The trick is to use it for what it's good at. Don't ask it to be your autonomous CEO. Do ask it to refactor your legacy codebase, draft three versions of a marketing email, or summarize a dense research paper so you can get the gist in 60 seconds.

A person carefully operating a complicated piece of machinery with many dials.

Building with these models means architecting systems that play to their strengths (fluency, speed, pattern matching) while mitigating their weaknesses (lack of real-world grounding, hallucinations, poor reasoning). This often means putting a human in the loop or building validation and verification steps around the model's output.

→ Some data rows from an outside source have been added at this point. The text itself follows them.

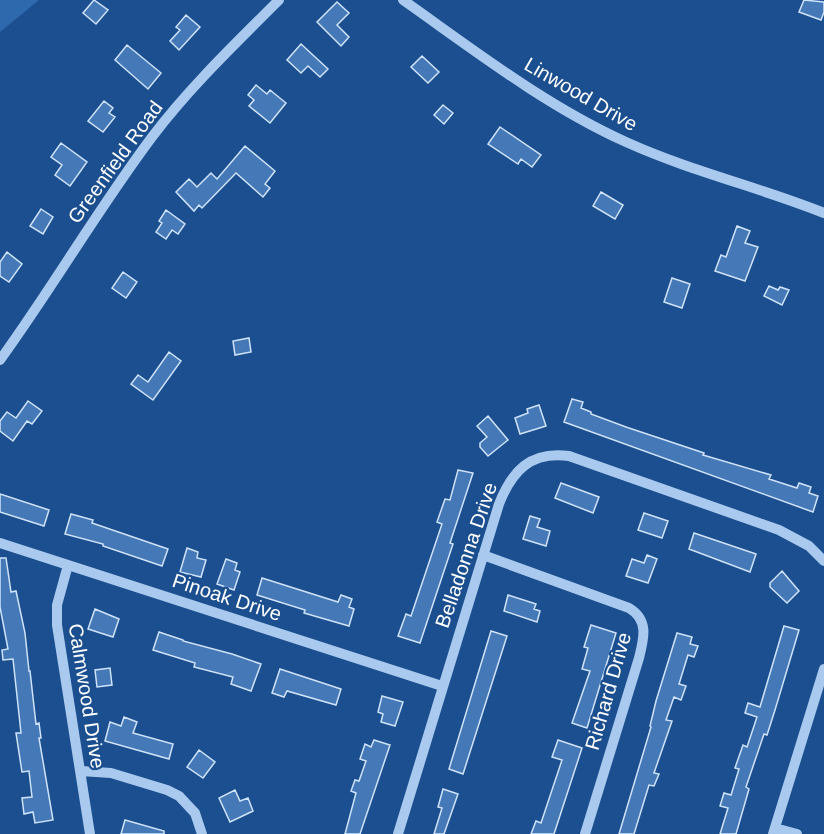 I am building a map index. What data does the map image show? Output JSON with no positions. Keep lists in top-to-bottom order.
{
  "streets": {
    "street": [
      "Linwood Drive",
      "Greenfield Road",
      "Belladonna Drive",
      "Pinoak Drive",
      "Richard Drive",
      "Calmwood Drive"
    ]
  },
  "crossings": [
    ["Belladonna Drive", "Pinoak Drive"],
    ["Belladonna Drive", "Richard Drive"],
    ["Pinoak Drive", "Calmwood Drive"]
  ]
} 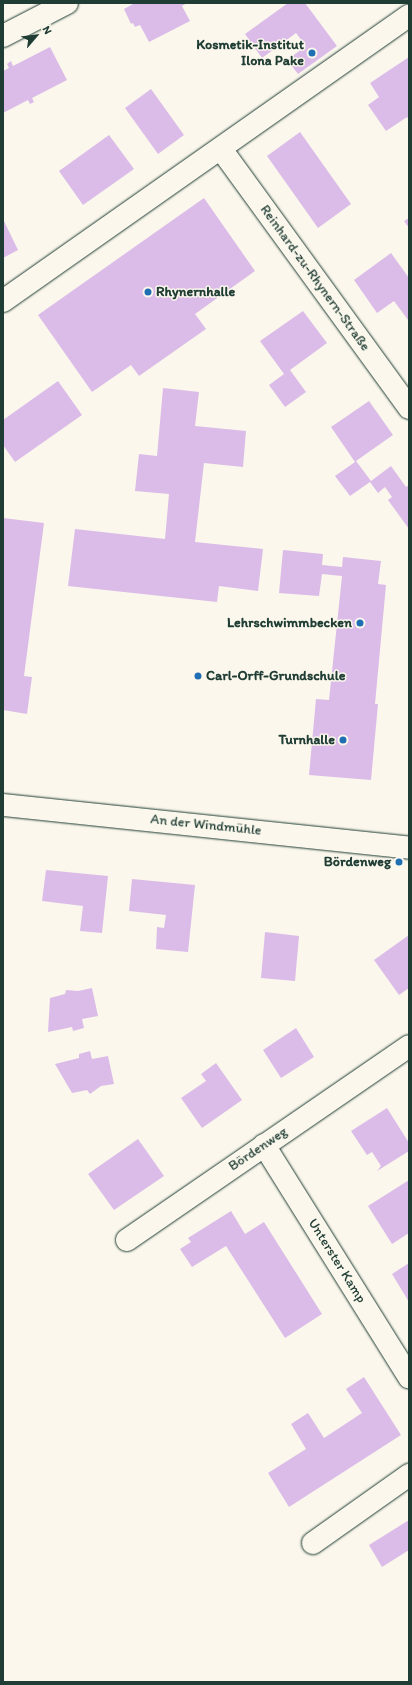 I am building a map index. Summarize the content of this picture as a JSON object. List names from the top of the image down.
{
  "streets": {
    "street": [
      "Reinhard-zu-Rhynern-Straße",
      "An der Windmühle",
      "Bördenweg",
      "Unterster Kamp"
    ]
  },
  "crossings": [
    ["Bördenweg", "Unterster Kamp"]
  ],
  "places": [
    "Kosmetik-Institut Ilona Pake",
    "Rhynernhalle",
    "Lehrschwimmbecken",
    "Carl-Orff-Grundschule",
    "Turnhalle",
    "Bördenweg"
  ],
  "north": "top right"
} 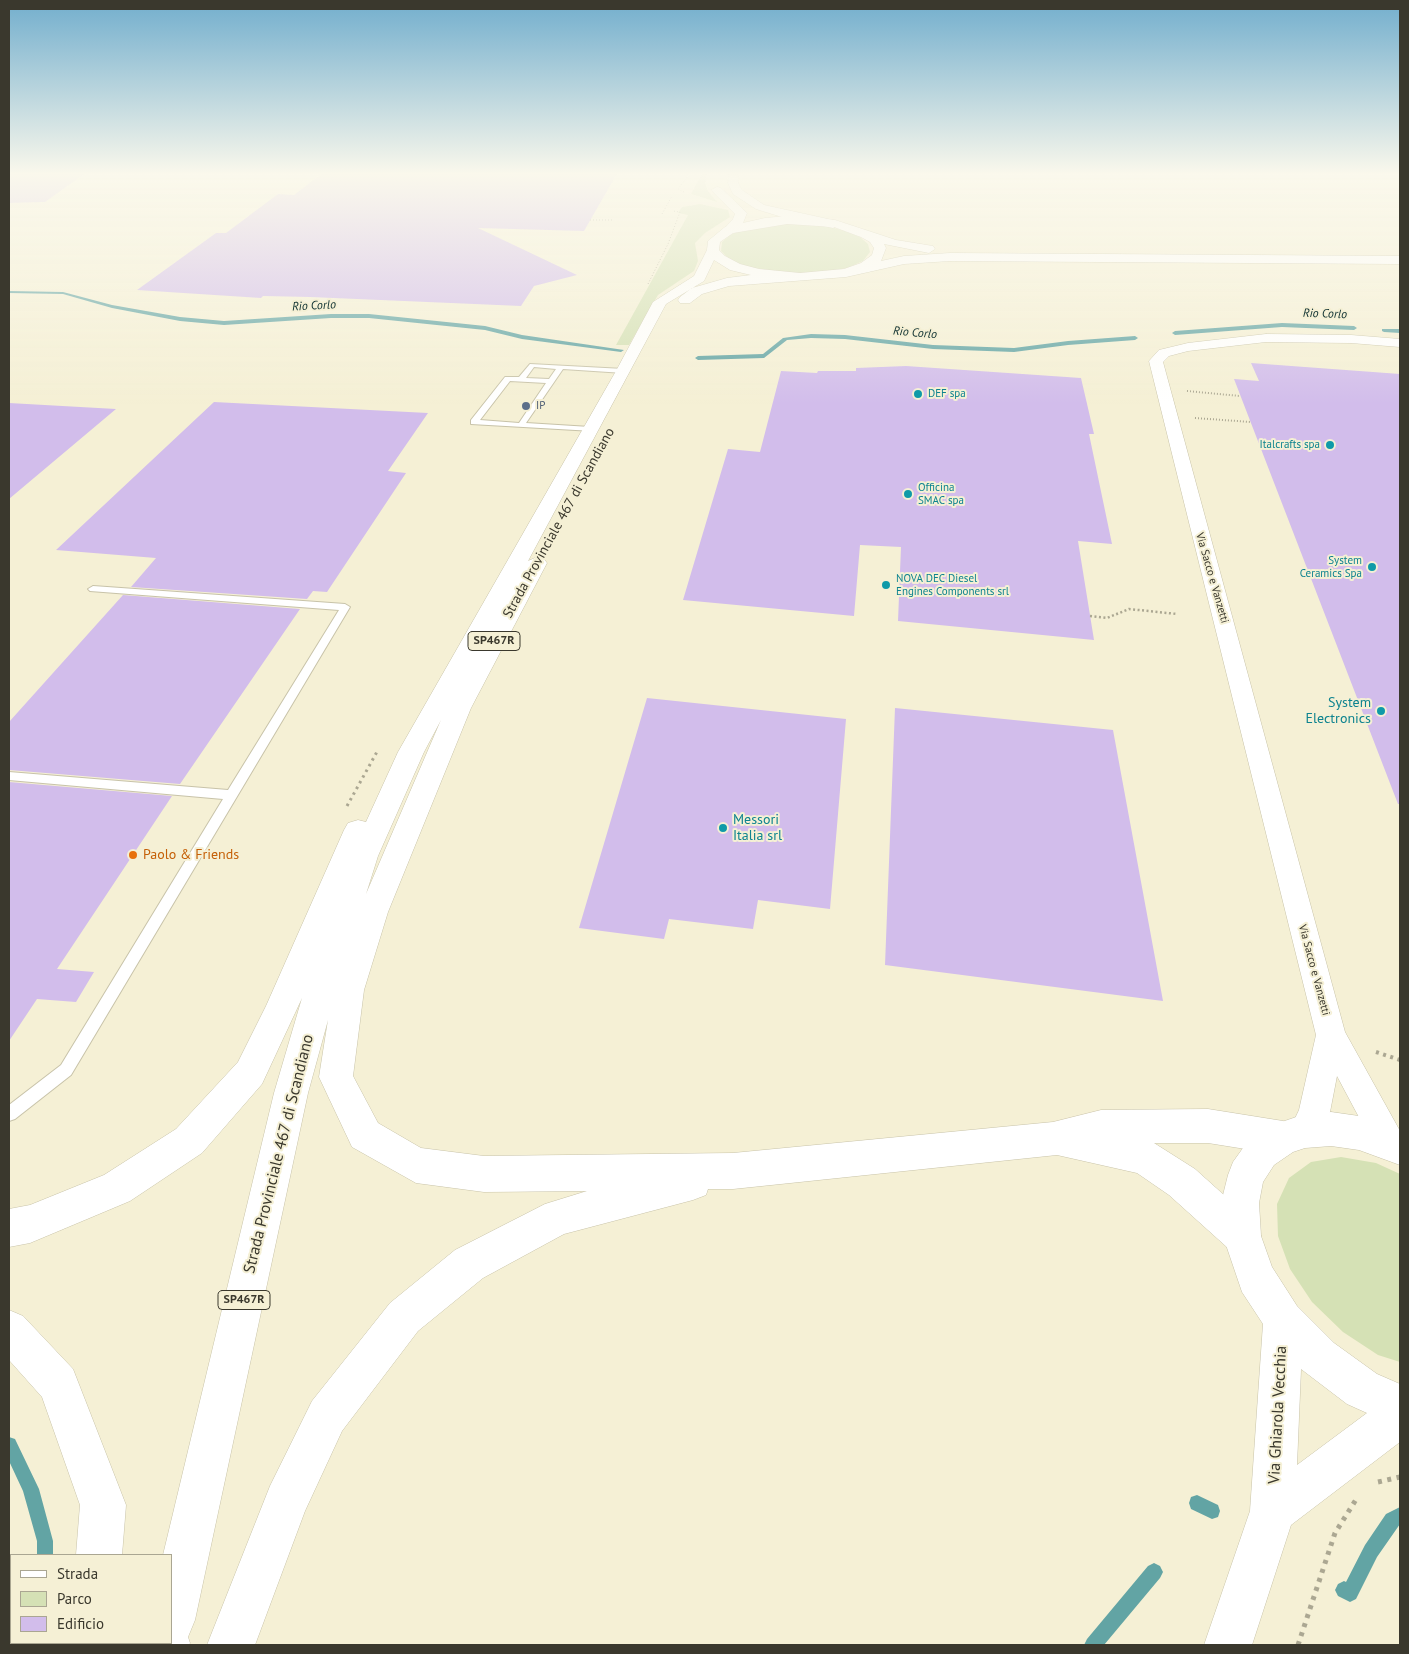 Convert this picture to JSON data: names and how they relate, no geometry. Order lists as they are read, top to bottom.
{
  "streets": {
    "main road": ["Strada Provinciale 467 di Scandiano", "SP467R", "Via Ghiarola Vecchia"],
    "street": ["Via Sacco e Vanzetti"]
  },
  "crossings": [
    ["Strada Provinciale 467 di Scandiano", "SP467R"],
    ["Via Sacco e Vanzetti", "Via Ghiarola Vecchia"]
  ],
  "water": ["Rio Corlo"],
  "places": [
    "DEF spa",
    "IP",
    "Italcrafts spa",
    "Officina SMAC spa",
    "System Ceramics Spa",
    "NOVA DEC Diesel Engines Components srl",
    "System Electronics",
    "Messori Italia srl",
    "Paolo & Friends"
  ],
  "legend": ["Strada", "Parco", "Edificio"]
} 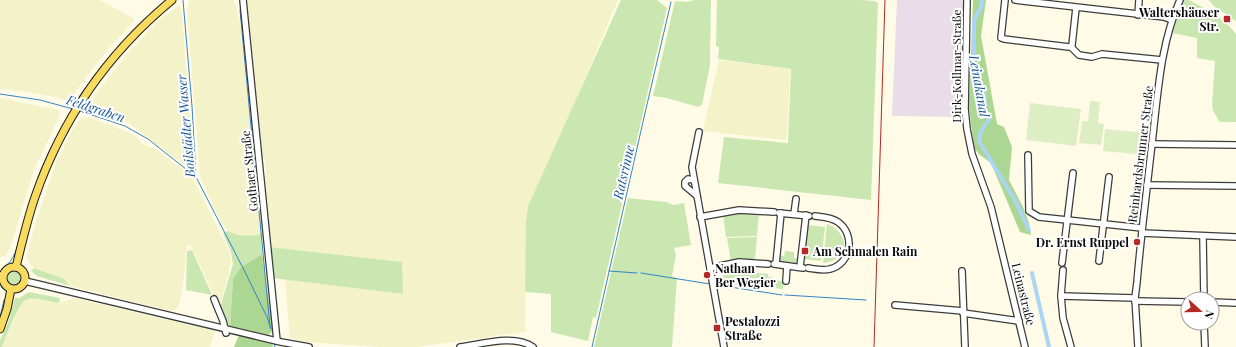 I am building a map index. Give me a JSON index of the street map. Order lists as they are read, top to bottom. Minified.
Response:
{"streets":{"street":["Dirk-Kollmar-Straße","Reinhardsbrunner Straße","Gothaer Straße","Leinastraße"]},"crossings":[["Dirk-Kollmar-Straße","Leinastraße"]],"water":["Leinakanal","Feldgraben","Boilstädter Wasser","Ratsrinne"],"places":{"transit":["Waltershäuser Str.","Am Schmalen Rain","Pestalozzi Straße"],"other":["Dr. Ernst Ruppel","Nathan Ber Wegier"]},"north":"right"} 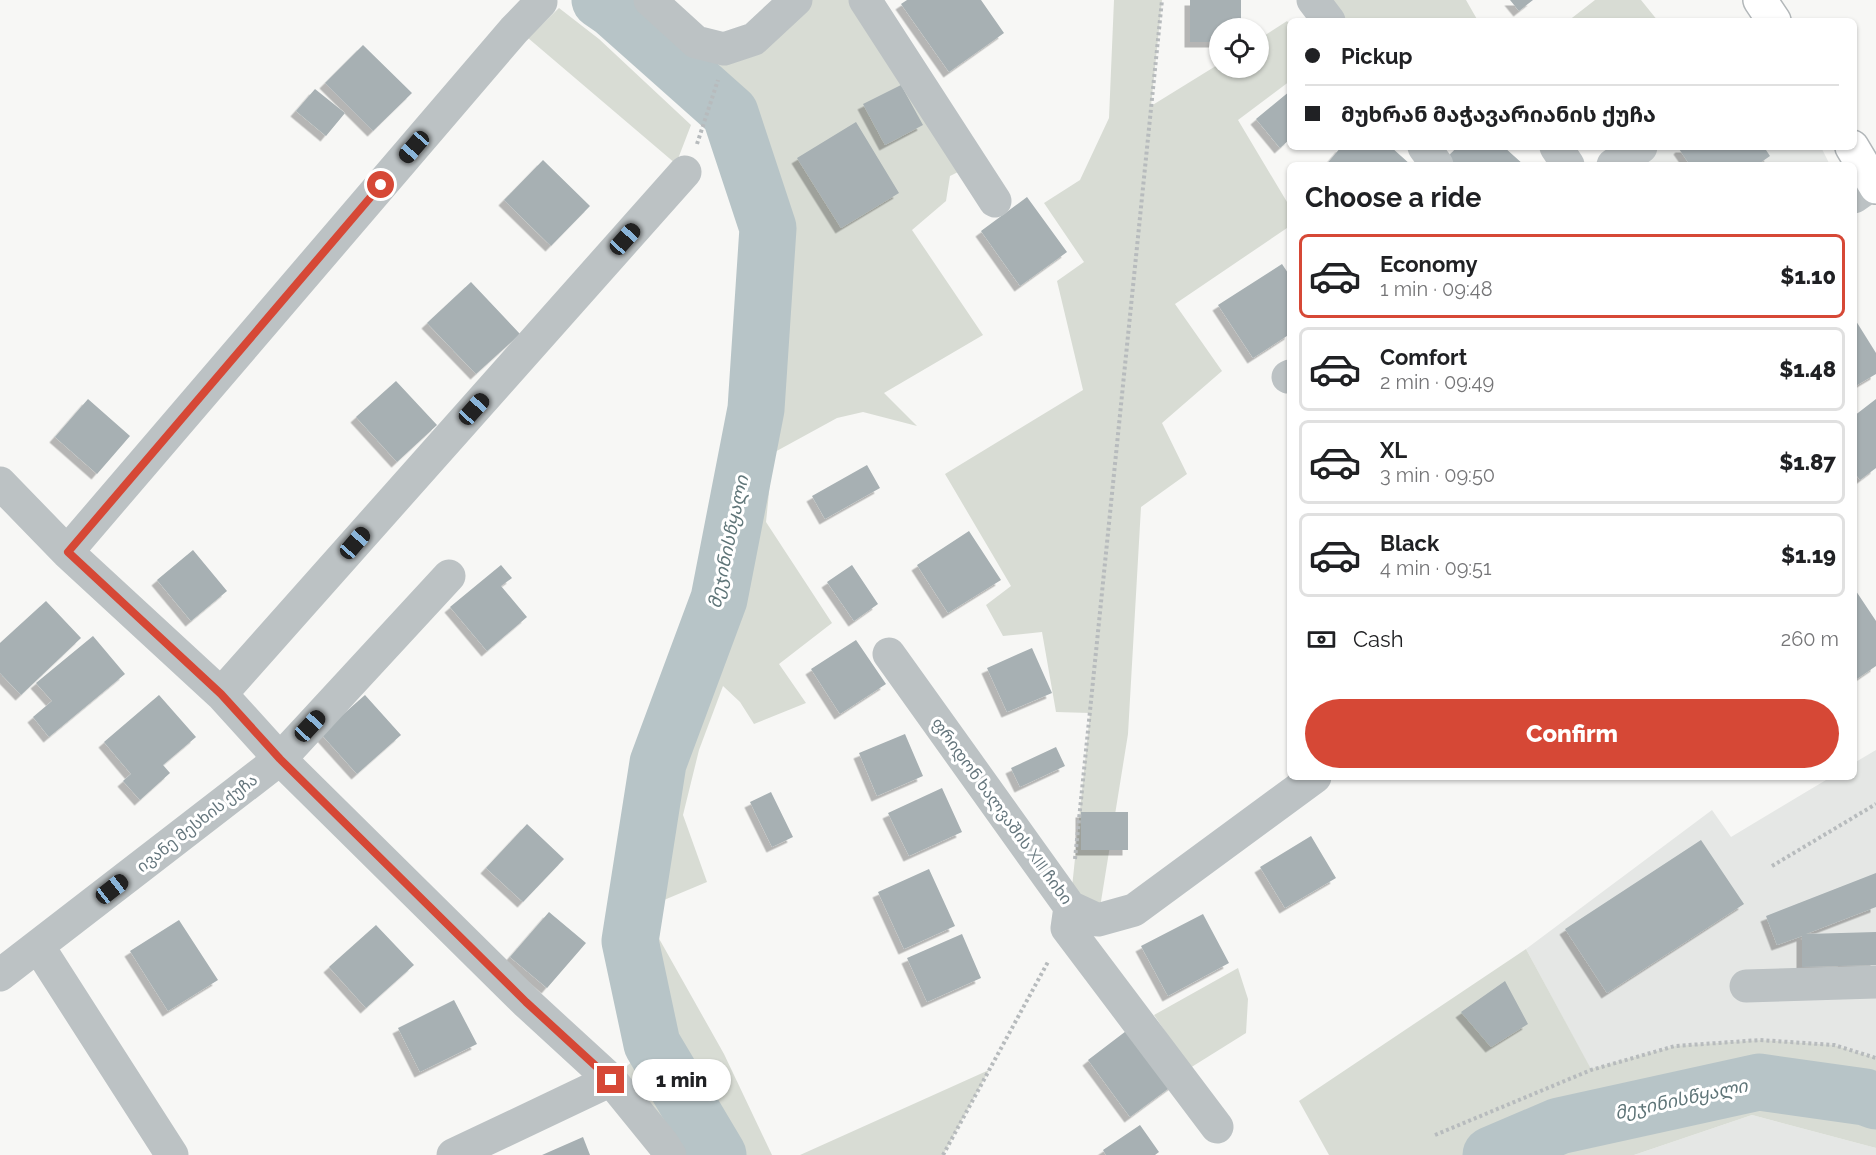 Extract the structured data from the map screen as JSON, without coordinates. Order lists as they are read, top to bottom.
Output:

For example, instead of an autonomous coding agent, build a system where the LLM suggests five different implementations and a human developer makes the final choice. Instead of an AI doctor, build a tool that summarizes patient notes and highlights potential areas for the human doctor to investigate.

Stop chasing the ghost of AGI. The real opportunity is in building practical, reliable tools with the powerful, flawed, and fundamentally non-sentient models we have today.